AgML: A Python repository from jurriandoornbos

👨🏿‍💻👩🏽‍💻🌈🪴 Want to join the AI Institute for Food Systems team and help lead AgML development? 🪴🌈👩🏼‍💻👨🏻‍💻

We're looking to hire a postdoc with both Python library development and ML experience. Send your resume and GitHub profile link to jmearles@ucdavis.edu!

Overview

AgML is a comprehensive library for agricultural machine learning. Currently, AgML provides access to a wealth of public agricultural datasets for common agricultural deep learning tasks. In the future, AgML will provide ag-specific ML functionality related to data, training, and evaluation. Here's a conceptual diagram of the overall framework.

AgML supports both the TensorFlow and PyTorch machine learning frameworks.

Installation

To install the latest release of AgML, run the following command:

pip install agml

Quick Start

AgML is designed for easy usage of agricultural data in a variety of formats. You can start off by using the AgMLDataLoader to download and load a dataset into a container:

import agml

loader = agml.data.AgMLDataLoader('apple_flower_segmentation')

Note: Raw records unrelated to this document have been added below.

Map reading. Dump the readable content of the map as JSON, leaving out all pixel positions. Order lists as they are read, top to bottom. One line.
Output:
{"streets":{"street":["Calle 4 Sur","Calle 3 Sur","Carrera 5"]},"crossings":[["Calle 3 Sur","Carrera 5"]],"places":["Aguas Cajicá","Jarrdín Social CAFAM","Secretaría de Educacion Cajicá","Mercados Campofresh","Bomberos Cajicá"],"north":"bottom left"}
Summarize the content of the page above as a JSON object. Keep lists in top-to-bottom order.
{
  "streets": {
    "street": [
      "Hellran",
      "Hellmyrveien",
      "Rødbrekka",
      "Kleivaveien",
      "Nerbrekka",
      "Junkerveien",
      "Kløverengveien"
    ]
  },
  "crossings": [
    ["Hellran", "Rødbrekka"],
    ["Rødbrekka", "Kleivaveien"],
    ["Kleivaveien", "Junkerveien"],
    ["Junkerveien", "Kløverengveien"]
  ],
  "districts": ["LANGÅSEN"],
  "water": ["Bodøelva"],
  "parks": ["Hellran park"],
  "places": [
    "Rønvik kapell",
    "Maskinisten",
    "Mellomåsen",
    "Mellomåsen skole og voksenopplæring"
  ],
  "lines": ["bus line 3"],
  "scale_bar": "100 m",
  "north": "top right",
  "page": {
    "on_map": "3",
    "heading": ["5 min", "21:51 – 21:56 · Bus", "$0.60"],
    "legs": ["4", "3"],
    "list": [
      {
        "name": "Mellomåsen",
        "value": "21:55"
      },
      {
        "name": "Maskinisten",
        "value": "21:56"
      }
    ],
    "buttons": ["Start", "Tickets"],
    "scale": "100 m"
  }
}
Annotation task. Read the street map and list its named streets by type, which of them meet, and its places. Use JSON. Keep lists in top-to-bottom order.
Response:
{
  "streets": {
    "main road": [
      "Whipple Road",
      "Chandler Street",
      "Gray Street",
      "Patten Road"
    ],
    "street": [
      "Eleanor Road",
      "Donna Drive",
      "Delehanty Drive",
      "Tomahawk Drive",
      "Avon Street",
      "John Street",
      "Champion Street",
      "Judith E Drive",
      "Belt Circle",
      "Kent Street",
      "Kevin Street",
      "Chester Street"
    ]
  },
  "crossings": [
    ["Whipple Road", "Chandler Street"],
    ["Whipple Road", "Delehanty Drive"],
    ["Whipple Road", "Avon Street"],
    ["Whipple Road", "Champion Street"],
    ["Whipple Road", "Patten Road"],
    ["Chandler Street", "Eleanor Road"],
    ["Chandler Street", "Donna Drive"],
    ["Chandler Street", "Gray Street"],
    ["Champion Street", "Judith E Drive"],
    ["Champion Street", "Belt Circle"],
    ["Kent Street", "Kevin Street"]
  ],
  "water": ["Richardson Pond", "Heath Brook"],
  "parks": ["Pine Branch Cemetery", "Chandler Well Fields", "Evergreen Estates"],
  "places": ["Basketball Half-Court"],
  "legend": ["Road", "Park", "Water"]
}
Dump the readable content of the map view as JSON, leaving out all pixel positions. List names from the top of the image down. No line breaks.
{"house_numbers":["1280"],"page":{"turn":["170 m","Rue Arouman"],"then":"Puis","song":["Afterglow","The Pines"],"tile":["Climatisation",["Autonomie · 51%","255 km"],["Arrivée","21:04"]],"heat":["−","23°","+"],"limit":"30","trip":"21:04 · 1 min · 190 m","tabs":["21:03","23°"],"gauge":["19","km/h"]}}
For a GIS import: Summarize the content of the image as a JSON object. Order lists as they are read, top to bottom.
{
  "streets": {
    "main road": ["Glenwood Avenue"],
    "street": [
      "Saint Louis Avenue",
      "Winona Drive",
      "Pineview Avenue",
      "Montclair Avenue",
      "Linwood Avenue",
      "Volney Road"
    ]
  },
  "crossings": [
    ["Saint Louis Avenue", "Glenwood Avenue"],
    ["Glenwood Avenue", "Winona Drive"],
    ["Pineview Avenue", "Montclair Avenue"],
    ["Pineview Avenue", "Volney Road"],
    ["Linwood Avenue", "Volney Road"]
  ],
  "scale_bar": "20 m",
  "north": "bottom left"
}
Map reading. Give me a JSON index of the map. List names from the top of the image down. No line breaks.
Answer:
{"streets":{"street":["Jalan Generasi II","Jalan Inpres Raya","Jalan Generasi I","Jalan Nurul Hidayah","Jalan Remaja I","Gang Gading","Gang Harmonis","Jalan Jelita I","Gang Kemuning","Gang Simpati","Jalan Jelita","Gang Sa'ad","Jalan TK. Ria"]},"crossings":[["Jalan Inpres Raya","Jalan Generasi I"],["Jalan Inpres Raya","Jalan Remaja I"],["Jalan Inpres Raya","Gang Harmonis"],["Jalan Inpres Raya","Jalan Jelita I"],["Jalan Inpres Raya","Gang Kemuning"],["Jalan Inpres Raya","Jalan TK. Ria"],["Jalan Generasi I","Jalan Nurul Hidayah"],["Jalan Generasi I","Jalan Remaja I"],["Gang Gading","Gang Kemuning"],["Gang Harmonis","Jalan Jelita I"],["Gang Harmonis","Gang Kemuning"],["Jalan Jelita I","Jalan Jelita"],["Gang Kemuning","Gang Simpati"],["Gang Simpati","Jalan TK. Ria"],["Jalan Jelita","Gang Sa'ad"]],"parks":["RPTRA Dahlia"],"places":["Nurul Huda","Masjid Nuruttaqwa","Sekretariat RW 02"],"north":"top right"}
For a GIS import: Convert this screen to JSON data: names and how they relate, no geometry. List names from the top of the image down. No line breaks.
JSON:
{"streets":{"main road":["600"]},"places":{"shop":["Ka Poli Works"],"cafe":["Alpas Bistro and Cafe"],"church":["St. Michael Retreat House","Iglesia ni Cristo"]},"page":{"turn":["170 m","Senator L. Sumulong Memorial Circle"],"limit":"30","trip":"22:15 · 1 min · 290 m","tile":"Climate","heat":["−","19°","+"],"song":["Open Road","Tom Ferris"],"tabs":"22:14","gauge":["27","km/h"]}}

You can then use the in-built processing methods to get the loader ready for your training and evaluation pipelines. This includes, but is not limited to, batching data, shuffling data, splitting data into training, validation, and test sets, and applying transforms.

import albumentations as A

# Batch the dataset into collections of 8 pieces of data:
loader.batch(8)

# Shuffle the data:
loader.shuffle()

# Apply transforms to the input images and output annotation masks:
loader.mask_to_channel_basis()
loader.transform(
    transform = A.RandomContrast(),
    dual_transform = A.Compose([A.RandomRotate90()])
)

# Split the data into train/val/test sets.
loader.split(train = 0.8, val = 0.1, test = 0.1)

The split datasets can be accessed using loader.train_data, loader.val_data, and loader.test_data. Any further processing applied to the main loader will be applied to the split datasets, until the split attributes are accessed, at which point you need to apply processing independently to each of the loaders. You can also turn toggle processing on and off using the loader.eval(), loader.reset_preprocessing(), and loader.disable_preprocessing() methods.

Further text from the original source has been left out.